**Try it**. Line tally for the word "Output": count the lines below that contain it and reply with the number alone.

··· Source material ···

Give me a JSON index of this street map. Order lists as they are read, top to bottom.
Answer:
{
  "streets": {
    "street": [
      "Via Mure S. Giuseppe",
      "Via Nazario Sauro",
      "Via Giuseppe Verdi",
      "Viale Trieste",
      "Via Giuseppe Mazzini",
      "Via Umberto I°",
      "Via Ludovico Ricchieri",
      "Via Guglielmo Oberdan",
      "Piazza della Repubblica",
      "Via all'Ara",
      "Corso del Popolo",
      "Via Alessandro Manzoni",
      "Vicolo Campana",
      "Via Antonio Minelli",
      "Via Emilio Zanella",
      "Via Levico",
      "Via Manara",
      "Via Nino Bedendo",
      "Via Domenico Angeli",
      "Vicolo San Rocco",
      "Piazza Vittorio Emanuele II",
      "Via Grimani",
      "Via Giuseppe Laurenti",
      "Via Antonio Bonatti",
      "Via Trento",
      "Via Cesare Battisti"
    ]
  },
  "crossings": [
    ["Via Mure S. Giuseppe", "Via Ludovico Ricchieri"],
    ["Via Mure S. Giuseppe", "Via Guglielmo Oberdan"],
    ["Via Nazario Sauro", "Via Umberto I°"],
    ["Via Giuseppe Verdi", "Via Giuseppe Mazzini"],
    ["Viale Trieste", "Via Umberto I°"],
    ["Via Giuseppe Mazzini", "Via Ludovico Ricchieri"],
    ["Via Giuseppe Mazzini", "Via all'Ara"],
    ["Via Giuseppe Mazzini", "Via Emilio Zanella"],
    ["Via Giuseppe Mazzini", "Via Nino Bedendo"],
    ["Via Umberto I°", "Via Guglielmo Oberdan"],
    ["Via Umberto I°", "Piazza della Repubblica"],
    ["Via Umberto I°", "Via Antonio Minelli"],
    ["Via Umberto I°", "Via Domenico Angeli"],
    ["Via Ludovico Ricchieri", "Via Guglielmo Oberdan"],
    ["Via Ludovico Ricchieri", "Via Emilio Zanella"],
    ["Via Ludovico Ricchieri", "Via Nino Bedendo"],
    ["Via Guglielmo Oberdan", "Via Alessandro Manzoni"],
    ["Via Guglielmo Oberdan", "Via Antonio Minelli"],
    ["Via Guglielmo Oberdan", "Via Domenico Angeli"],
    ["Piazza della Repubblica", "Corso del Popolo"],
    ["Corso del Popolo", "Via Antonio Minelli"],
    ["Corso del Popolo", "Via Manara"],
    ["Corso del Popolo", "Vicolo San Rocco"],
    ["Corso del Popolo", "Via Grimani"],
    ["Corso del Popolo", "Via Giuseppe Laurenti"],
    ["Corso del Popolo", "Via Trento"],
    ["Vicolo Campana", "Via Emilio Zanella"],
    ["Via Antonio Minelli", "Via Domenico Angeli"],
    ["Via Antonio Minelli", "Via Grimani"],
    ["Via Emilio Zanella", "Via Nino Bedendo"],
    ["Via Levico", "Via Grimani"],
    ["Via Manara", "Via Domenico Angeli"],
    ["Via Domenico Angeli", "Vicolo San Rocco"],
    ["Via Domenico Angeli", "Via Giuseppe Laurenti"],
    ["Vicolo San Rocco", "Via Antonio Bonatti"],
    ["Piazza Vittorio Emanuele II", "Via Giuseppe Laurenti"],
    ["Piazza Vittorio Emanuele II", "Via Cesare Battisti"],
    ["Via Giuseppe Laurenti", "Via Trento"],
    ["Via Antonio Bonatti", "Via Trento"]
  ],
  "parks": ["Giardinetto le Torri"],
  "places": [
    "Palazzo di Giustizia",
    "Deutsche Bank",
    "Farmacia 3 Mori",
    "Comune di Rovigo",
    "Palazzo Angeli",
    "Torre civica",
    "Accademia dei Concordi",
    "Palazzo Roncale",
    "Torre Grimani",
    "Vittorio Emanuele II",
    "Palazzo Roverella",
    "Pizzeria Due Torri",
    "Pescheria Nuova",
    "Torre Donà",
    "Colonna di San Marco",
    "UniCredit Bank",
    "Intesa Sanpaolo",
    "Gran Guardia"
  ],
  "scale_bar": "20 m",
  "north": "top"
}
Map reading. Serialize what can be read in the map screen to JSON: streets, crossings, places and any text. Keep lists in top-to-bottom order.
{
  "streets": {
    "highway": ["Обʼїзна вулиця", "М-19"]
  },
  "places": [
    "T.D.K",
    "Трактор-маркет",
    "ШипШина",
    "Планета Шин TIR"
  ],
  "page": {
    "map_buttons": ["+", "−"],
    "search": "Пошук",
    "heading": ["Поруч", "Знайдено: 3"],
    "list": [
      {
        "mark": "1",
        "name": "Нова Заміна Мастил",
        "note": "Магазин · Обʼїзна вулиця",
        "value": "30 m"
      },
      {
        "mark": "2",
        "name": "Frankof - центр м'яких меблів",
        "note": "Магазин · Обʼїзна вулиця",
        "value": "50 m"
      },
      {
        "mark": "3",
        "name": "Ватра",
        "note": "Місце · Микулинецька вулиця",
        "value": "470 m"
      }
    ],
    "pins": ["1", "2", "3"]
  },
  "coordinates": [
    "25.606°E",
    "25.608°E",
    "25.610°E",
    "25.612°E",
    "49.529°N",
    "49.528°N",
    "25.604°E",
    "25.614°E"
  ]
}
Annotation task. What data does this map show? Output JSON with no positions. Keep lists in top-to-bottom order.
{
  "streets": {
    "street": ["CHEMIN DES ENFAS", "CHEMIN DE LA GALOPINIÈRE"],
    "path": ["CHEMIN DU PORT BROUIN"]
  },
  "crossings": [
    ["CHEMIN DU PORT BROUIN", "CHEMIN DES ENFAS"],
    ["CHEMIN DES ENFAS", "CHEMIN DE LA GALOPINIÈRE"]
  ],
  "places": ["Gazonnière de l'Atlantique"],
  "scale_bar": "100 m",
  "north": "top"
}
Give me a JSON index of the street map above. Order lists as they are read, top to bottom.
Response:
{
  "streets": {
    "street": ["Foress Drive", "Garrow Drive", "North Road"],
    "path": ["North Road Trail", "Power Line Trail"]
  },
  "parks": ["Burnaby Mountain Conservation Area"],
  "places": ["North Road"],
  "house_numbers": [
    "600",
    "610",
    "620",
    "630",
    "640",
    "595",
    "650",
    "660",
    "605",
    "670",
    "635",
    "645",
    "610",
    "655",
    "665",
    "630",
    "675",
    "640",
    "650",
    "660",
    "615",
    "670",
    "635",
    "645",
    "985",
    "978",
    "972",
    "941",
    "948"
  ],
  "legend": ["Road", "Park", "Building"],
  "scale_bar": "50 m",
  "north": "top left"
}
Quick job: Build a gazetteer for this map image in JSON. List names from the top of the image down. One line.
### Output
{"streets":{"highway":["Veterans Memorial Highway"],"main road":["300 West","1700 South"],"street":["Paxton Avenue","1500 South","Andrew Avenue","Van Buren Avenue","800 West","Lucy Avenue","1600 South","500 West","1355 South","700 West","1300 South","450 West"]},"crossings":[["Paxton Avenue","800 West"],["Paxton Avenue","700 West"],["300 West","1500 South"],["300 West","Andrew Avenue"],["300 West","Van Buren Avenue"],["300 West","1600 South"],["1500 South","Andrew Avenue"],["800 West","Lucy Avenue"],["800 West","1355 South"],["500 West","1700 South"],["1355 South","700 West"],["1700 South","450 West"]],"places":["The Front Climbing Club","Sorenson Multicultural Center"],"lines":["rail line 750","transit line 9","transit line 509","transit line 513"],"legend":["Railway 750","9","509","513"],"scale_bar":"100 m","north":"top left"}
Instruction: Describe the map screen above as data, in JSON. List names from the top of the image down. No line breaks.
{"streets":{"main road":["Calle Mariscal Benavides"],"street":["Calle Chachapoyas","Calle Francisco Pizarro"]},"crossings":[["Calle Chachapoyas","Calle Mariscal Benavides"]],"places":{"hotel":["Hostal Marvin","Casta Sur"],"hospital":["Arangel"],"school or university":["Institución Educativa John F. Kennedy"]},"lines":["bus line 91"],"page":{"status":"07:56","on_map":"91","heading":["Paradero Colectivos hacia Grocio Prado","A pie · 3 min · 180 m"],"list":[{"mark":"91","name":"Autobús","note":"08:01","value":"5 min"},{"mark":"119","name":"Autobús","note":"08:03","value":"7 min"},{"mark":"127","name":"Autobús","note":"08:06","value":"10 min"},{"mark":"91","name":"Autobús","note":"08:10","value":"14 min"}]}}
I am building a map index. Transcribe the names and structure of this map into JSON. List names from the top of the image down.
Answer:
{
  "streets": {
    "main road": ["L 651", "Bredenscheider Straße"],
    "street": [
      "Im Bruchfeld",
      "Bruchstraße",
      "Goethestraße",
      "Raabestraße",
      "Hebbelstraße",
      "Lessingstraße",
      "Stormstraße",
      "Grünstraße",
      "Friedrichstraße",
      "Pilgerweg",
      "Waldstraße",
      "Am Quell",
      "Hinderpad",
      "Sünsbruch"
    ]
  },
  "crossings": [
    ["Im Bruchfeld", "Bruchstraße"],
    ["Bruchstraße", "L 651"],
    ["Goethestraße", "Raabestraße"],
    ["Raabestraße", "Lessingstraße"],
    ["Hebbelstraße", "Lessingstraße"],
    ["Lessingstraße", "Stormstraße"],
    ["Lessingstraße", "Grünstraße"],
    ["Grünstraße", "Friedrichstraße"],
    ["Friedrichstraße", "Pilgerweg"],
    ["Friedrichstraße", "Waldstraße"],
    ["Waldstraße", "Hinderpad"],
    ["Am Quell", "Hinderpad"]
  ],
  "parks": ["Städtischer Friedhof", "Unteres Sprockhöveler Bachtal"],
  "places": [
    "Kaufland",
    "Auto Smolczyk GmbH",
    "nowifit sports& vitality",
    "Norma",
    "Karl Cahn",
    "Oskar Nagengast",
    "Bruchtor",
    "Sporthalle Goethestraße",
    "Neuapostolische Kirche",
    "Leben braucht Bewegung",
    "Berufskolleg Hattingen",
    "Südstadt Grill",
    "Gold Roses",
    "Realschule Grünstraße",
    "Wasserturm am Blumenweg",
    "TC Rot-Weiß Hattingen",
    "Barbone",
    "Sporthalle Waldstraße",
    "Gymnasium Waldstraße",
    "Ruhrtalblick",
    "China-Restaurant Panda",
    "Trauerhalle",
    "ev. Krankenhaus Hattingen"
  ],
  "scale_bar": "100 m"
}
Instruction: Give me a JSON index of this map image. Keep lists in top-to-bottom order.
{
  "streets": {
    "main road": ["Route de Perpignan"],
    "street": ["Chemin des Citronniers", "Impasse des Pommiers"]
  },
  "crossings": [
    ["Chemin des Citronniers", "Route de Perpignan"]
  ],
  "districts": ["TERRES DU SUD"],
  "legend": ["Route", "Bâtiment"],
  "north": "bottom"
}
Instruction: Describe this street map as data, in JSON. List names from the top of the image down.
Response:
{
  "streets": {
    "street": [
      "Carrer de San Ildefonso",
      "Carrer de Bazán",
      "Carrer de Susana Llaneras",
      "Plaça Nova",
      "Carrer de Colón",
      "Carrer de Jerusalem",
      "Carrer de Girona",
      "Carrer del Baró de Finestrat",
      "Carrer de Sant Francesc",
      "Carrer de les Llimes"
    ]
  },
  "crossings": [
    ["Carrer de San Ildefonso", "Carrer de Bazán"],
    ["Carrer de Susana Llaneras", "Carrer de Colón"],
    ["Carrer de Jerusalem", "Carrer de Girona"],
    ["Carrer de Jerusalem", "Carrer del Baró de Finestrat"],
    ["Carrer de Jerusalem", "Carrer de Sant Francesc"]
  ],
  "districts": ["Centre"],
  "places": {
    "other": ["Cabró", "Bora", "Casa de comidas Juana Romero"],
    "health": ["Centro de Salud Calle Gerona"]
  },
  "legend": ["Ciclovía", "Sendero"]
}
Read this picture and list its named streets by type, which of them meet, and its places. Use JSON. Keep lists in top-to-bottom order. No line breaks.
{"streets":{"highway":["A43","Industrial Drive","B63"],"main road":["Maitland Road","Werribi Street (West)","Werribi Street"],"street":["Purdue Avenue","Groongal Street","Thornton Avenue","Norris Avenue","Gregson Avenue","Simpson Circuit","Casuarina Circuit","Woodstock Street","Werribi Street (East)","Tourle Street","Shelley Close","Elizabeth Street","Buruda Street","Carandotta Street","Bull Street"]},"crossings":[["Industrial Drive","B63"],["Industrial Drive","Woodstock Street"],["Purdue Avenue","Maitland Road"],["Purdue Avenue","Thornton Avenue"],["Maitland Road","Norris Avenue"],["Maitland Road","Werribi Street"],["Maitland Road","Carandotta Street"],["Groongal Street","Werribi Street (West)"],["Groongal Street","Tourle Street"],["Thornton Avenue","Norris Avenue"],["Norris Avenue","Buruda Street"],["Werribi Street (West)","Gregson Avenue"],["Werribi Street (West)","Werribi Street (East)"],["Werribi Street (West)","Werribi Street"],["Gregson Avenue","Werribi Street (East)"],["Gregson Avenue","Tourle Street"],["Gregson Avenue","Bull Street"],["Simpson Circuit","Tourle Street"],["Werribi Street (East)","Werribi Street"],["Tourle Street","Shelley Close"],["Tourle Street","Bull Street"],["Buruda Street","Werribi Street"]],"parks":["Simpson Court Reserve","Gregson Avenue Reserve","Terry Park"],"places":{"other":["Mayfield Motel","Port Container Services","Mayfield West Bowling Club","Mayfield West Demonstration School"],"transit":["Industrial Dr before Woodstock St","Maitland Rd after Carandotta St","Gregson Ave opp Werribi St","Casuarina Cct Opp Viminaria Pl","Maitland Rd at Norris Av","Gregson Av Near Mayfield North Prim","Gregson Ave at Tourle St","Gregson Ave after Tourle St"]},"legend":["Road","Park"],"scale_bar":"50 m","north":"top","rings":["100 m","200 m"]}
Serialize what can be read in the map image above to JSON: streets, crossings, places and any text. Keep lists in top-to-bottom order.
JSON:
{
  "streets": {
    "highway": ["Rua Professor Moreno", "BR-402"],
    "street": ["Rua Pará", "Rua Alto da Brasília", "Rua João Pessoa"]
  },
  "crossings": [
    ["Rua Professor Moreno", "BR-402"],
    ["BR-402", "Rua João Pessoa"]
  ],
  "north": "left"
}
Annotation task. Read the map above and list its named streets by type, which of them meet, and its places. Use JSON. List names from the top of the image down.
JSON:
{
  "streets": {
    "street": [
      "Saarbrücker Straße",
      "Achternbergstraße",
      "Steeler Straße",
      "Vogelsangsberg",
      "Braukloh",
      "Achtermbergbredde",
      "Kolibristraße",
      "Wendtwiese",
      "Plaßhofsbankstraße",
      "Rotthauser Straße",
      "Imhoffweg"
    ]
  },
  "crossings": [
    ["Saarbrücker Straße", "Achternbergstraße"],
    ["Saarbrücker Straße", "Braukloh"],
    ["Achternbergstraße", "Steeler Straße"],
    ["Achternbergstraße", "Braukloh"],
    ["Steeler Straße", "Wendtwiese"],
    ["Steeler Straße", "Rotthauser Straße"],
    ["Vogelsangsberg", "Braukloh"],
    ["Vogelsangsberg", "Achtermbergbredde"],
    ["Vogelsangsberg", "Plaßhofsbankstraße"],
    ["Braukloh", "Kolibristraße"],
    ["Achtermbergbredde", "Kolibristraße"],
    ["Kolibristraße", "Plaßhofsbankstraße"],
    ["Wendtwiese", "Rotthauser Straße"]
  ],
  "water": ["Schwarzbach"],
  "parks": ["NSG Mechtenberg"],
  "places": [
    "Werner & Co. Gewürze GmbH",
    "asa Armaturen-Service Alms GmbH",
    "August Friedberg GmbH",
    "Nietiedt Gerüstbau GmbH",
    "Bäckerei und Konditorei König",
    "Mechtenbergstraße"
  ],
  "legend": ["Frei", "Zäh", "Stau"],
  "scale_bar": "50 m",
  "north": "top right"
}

···

**The completed task**. 2